Pourquoi cette question ? Tu veux lancer des paris ?  Non, parce que moi à ta place j'aurais tout de suite arrêté la machine et fait sécher l'iPod. Pour répondre => très peu probable


----------



## Lefenmac (30 Janvier 2011)

odile vivin a dit:


> voilà, j'ai fait une énorme bétise... j'ai oublié mon ipod dans une poche de pantalon et il est passé dans la machine à laver... pourra t-il encore fonctionner ?




Bonjour aussi. 

A mon avis si tu fais un essai tu devrais avoir la réponse à moins que ta maman te réponde via ce site....


----------



## macinside (30 Janvier 2011)

odile vivin a dit:


> voilà, j'ai fait une énorme bétise... j'ai oublié mon ipod dans une poche de pantalon et il est passé dans la machine à laver... pourra t-il encore fonctionner ?



attend la fin du lavage


----------



## ET80 (30 Janvier 2011)

J'ai déjà fait laver un iPod nano, qui a refonctionner nickel après son lavage obligé . Peut être sa dépend de l'iPod, et du temps qu'il est passé dans la machine à laver (de sa protection dans les vêtements ect).


----------



## jp.pilet (30 Janvier 2011)

odile vivin a dit:


> voilà, j'ai fait une énorme bétise... j'ai oublié mon ipod dans une poche de pantalon et il est passé dans la machine à laver... pourra t-il encore fonctionner ?



Bonjour
Ne te décourages pas !!! L'iPod du fiston a fait un cycle complet en machine à laver, à la sortie il ne fonctionnait plus du tout, au bout de 1 mois lorsque tu le branchais sur le mac il commençait à avoir des "soubressauts", à ce moment-là je l'ai posé sur la fenêtre au soleil, la prise vers le haut et bien depuis ... Il fonctionne impeccable ! Sacrées machines, Apple
cordialement JPP


----------



## tantoillane (31 Janvier 2011)

Salut,

En effet, c'est peu probable, mais il ne faut pas perdre espoir : j'avais un NOKIA 3310, qui pendant une rando avait passé la journée dans le jus d'une bouteille de jus d'orange qui fuyait. Même après l'avoir bien séché il ne voulait plus rien savoir. Je l'ai fait passé dans un mélange de vinaigre+eau puis eau savonneuse, puis eau. Je l'ai fait sécher notamment en le démontant un maximum et ... il revit !!!  
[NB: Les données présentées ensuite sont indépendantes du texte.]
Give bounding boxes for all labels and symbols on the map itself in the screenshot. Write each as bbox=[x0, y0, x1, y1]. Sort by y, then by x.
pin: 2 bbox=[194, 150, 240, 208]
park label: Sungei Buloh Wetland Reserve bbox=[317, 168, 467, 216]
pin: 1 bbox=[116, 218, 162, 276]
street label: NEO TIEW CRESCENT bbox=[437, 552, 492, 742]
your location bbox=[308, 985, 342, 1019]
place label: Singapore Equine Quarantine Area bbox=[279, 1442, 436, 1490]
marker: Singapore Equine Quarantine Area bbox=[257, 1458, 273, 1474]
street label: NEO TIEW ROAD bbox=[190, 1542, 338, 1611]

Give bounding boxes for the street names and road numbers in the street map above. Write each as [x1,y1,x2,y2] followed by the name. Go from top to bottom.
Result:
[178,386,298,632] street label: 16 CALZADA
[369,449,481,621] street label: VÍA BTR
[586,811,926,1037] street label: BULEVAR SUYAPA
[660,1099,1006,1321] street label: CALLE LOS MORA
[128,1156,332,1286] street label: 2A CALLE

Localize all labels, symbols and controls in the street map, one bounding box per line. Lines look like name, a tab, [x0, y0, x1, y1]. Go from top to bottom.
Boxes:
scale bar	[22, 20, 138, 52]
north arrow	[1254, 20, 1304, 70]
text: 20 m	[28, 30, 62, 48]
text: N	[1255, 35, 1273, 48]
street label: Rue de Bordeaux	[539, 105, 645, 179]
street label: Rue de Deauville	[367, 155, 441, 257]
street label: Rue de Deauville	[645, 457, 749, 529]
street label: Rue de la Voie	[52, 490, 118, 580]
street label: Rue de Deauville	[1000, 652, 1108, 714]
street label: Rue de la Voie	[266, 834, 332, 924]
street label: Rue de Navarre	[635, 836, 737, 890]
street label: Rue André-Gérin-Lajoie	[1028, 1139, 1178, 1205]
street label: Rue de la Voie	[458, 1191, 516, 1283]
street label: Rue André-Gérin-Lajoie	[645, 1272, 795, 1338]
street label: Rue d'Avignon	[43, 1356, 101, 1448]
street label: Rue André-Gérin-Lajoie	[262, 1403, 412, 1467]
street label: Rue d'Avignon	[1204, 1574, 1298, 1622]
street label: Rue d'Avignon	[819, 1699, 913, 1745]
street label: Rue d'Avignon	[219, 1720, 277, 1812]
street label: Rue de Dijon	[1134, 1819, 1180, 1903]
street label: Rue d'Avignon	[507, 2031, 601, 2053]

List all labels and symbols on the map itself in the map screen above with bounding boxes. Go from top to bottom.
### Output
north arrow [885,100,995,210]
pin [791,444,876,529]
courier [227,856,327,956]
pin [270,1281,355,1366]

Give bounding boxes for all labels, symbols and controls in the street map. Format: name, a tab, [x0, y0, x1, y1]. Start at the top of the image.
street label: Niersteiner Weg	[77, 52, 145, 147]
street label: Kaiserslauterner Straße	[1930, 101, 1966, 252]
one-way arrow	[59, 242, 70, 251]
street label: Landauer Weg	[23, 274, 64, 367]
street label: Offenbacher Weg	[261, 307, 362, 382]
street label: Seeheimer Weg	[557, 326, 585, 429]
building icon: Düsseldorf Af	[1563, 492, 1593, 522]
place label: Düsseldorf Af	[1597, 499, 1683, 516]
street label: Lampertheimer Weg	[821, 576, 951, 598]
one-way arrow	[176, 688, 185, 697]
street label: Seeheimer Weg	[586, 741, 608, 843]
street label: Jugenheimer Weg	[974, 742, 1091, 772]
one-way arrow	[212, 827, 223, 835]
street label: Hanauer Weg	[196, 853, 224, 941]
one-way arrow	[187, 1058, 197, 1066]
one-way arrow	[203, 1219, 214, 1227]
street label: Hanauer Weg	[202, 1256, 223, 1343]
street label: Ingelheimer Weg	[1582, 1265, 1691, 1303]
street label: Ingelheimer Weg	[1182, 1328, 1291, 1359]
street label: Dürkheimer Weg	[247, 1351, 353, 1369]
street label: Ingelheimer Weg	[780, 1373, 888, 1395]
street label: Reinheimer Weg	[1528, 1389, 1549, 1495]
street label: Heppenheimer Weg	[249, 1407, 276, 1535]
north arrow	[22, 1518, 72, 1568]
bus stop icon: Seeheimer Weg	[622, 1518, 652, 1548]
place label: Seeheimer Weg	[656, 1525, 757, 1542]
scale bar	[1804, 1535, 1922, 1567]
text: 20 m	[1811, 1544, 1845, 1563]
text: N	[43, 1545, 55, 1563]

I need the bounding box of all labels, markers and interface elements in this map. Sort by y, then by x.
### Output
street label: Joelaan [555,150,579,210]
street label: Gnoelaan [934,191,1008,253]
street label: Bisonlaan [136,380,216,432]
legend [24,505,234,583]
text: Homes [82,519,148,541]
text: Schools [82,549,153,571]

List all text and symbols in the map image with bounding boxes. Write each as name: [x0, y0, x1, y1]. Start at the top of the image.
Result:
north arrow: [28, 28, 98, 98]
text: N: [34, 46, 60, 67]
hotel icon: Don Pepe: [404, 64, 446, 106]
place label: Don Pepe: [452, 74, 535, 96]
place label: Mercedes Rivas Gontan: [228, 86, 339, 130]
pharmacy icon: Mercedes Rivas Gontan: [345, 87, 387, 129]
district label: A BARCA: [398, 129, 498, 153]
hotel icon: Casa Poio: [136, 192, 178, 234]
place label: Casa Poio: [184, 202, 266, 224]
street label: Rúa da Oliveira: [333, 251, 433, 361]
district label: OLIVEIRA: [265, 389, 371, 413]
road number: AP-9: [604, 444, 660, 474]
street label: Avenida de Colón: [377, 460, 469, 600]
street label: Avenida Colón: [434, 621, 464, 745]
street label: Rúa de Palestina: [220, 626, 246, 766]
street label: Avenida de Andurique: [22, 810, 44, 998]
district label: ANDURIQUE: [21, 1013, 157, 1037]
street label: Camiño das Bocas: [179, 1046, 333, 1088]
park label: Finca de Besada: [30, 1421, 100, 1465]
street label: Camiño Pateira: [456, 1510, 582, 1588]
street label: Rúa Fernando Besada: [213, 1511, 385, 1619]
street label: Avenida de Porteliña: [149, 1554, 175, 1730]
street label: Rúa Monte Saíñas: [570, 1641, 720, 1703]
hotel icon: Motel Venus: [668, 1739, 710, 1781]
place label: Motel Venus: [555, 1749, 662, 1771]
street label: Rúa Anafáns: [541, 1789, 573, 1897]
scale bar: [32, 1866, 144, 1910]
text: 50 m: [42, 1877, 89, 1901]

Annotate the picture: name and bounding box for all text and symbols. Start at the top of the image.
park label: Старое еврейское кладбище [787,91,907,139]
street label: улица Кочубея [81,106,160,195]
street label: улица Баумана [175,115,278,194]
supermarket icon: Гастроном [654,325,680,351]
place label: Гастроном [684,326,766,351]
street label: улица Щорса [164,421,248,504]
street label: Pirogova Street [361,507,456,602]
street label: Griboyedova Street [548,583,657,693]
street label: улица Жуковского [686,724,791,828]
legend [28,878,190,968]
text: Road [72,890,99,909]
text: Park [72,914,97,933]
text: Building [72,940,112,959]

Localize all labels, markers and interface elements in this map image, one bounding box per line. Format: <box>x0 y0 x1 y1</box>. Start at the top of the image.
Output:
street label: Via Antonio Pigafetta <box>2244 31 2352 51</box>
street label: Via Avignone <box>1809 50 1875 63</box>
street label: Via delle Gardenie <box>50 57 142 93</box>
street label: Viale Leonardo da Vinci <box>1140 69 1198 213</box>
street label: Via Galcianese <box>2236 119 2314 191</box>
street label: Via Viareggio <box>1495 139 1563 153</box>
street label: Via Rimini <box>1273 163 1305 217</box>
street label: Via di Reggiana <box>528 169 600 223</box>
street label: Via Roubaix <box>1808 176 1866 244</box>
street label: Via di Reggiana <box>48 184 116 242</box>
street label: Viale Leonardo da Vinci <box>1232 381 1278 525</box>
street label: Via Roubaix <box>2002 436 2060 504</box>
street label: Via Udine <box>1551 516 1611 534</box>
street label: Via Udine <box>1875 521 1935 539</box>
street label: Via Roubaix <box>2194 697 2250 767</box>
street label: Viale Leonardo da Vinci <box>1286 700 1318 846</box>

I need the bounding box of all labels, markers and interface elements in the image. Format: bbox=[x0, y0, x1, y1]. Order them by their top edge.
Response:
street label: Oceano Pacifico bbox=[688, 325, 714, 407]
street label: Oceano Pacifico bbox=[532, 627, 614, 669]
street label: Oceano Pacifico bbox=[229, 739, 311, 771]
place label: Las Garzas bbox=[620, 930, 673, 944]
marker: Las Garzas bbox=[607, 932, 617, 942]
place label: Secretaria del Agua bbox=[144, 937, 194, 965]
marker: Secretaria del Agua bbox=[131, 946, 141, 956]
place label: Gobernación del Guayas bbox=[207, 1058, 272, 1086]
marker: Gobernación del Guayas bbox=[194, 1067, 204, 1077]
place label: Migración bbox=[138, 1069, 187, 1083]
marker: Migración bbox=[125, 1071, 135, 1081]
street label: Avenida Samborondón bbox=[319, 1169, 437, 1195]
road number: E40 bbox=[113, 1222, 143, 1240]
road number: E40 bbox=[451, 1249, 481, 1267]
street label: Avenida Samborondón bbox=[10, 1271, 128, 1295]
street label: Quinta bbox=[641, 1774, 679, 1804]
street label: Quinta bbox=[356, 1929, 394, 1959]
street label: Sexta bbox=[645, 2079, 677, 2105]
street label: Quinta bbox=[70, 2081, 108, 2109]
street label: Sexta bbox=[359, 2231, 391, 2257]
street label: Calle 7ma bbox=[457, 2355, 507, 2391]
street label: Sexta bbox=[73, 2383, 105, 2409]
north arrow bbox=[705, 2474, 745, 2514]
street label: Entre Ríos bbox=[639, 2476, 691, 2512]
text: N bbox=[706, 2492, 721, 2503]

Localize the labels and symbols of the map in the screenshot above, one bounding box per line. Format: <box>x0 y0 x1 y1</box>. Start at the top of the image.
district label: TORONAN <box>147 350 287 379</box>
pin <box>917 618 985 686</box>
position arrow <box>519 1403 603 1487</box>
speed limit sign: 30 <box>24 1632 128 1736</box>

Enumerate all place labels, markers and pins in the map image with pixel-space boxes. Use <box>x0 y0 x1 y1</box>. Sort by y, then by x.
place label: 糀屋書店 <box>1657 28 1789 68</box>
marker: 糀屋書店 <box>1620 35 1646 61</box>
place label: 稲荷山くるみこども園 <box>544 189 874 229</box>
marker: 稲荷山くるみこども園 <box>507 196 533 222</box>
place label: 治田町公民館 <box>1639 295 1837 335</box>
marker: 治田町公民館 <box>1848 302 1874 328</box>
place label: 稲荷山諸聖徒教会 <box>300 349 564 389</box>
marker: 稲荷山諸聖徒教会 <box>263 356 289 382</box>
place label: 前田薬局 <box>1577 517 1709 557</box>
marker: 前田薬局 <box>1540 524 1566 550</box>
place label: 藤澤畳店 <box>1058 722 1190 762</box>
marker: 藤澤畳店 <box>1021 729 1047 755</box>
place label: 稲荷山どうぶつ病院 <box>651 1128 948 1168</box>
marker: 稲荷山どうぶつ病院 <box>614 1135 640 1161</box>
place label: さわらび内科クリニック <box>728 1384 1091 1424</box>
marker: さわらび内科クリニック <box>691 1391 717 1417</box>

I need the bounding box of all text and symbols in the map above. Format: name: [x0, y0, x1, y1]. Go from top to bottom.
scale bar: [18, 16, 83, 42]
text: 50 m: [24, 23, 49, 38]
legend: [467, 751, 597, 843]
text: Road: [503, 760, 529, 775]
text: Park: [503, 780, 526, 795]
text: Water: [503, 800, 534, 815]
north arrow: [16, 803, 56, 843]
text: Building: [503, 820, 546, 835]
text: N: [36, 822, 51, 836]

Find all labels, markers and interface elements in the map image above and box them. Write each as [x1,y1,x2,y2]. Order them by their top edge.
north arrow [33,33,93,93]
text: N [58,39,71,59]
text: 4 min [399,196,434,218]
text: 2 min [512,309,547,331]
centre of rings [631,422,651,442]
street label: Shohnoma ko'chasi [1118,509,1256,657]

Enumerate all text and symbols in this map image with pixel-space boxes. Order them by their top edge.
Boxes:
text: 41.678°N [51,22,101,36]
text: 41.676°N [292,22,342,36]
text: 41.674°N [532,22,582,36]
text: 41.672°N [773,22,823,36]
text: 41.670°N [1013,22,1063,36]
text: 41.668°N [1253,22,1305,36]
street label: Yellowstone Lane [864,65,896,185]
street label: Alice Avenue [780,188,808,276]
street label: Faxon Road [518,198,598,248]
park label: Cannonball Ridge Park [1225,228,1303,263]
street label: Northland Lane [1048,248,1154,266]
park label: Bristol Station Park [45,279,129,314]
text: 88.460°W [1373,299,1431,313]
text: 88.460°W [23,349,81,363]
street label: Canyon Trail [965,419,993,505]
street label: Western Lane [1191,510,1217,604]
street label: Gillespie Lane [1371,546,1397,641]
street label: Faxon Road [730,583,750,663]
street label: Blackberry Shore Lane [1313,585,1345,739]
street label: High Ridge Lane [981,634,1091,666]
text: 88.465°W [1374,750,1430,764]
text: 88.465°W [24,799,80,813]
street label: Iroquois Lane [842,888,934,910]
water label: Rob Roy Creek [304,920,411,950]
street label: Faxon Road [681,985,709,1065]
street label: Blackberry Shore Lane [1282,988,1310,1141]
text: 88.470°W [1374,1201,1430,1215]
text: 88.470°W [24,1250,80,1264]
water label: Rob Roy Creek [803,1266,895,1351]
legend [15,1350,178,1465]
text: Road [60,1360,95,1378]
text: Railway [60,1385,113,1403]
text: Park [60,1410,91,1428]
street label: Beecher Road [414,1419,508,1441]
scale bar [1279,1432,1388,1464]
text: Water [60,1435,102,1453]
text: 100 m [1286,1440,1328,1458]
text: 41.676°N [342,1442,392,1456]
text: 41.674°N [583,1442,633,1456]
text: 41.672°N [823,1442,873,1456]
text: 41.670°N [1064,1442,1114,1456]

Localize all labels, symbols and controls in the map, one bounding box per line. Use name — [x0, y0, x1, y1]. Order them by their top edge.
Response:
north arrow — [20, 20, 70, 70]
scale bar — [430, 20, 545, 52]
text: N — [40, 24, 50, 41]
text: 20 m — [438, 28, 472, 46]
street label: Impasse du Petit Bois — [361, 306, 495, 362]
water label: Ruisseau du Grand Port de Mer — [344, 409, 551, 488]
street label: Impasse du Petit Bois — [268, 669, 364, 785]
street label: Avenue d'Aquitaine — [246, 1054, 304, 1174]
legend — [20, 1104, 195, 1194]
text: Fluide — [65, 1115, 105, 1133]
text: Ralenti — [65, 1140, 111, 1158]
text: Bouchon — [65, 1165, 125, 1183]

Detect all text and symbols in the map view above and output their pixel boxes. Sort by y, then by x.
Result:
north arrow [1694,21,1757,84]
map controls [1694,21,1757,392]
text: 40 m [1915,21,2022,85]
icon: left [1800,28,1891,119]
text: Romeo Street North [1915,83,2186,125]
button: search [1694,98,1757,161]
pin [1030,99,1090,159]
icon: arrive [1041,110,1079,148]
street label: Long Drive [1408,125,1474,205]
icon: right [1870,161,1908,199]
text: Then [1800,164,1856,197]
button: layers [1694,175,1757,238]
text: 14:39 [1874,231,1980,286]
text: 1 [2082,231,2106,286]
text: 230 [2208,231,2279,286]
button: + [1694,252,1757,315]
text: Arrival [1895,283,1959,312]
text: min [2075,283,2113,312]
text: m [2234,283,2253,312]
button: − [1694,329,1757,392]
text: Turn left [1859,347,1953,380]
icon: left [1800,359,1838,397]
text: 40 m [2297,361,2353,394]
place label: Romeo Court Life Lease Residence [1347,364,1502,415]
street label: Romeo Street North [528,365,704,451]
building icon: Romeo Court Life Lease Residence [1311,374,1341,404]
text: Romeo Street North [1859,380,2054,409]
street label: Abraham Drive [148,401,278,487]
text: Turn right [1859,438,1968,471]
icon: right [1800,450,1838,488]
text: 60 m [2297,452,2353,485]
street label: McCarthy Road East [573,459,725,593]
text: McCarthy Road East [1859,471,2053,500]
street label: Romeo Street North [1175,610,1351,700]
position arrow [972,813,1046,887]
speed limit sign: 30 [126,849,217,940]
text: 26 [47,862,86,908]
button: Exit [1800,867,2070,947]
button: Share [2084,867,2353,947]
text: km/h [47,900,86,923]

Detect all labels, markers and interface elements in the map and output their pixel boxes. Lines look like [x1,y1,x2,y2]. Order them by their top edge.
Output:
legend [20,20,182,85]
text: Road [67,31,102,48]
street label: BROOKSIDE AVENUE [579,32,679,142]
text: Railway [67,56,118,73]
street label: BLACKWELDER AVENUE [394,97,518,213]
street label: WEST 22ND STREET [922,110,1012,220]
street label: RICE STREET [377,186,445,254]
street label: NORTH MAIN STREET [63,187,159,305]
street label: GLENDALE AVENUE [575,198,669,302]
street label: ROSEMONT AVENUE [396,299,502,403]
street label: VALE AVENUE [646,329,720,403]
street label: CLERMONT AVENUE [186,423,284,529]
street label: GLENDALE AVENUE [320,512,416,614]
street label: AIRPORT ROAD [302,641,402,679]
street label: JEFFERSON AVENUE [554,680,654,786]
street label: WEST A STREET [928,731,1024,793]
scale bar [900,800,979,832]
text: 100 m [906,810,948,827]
Bon, et sinon, il remarche le tien ?


----------



## subsole (31 Janvier 2011)

Moi, c'est à l'essorage que je l'ai perdu. ^^
je sors.


----------



## Lefenmac (31 Janvier 2011)

subsole a dit:


> Moi, c'est à l'essorage que je l'ai perdu. ^^
> je sors.



Moi il a passé ce cap, mais c'est ensuite au repassage qu'il a fondu


----------



## c__jan (10 Mai 2011)

Mon Ipod touch vient de passé Dimanche a la machine dans mon pantalon. Je dois dire qu'Apple c'est du solide. 
En sortant le linge de la machine, l'ipod tombe en dehors de la poche.
J'ai essayé s'il allait toujours et oui. Le seul truc que j'ai, c'est des trace d'eau en dessous de l'écran


----------



## GrégoryiPhone (10 Mai 2011)

Quel est ton iPod ? 

Mon ancien nano ( 3G ) est passé deux fois à la machine et il fonctionne encore très bien.


----------



## c__jan (11 Mai 2011)

Ipod touch 4G j'ai juste des trace en dessous de l'écran mais il fonctionne très bien. Je sais écouter de la musique, faire des photos...


----------



## Black-Girly (19 Mai 2011)

Lefenmac a dit:


> Moi il a passé ce cap, mais c'est ensuite au repassage qu'il a fondu



Vous êtes fous!


----------



## jp.pilet (19 Mai 2011)

Black-Girly a dit:


> Vous êtes fous!



Il y en a pas mal sur se site  :rateau: :love:

---------- Nouveau message ajouté à 16h30 ---------- Le message précédent a été envoyé à 16h30 ----------

Ce ce ce ce ce...


----------



## Black-Girly (19 Mai 2011)

Lefenmac a dit:


> Moi il a passé ce cap, mais c'est ensuite au repassage qu'il a fondu





jp.pilet a dit:


> Il y en a pas mal sur se site  :rateau: :love:
> 
> ---------- Nouveau message ajouté à 16h30 ---------- Le message précédent a été envoyé à 16h30 ----------
> 
> Ce ce ce ce ce...



Je vois sa


----------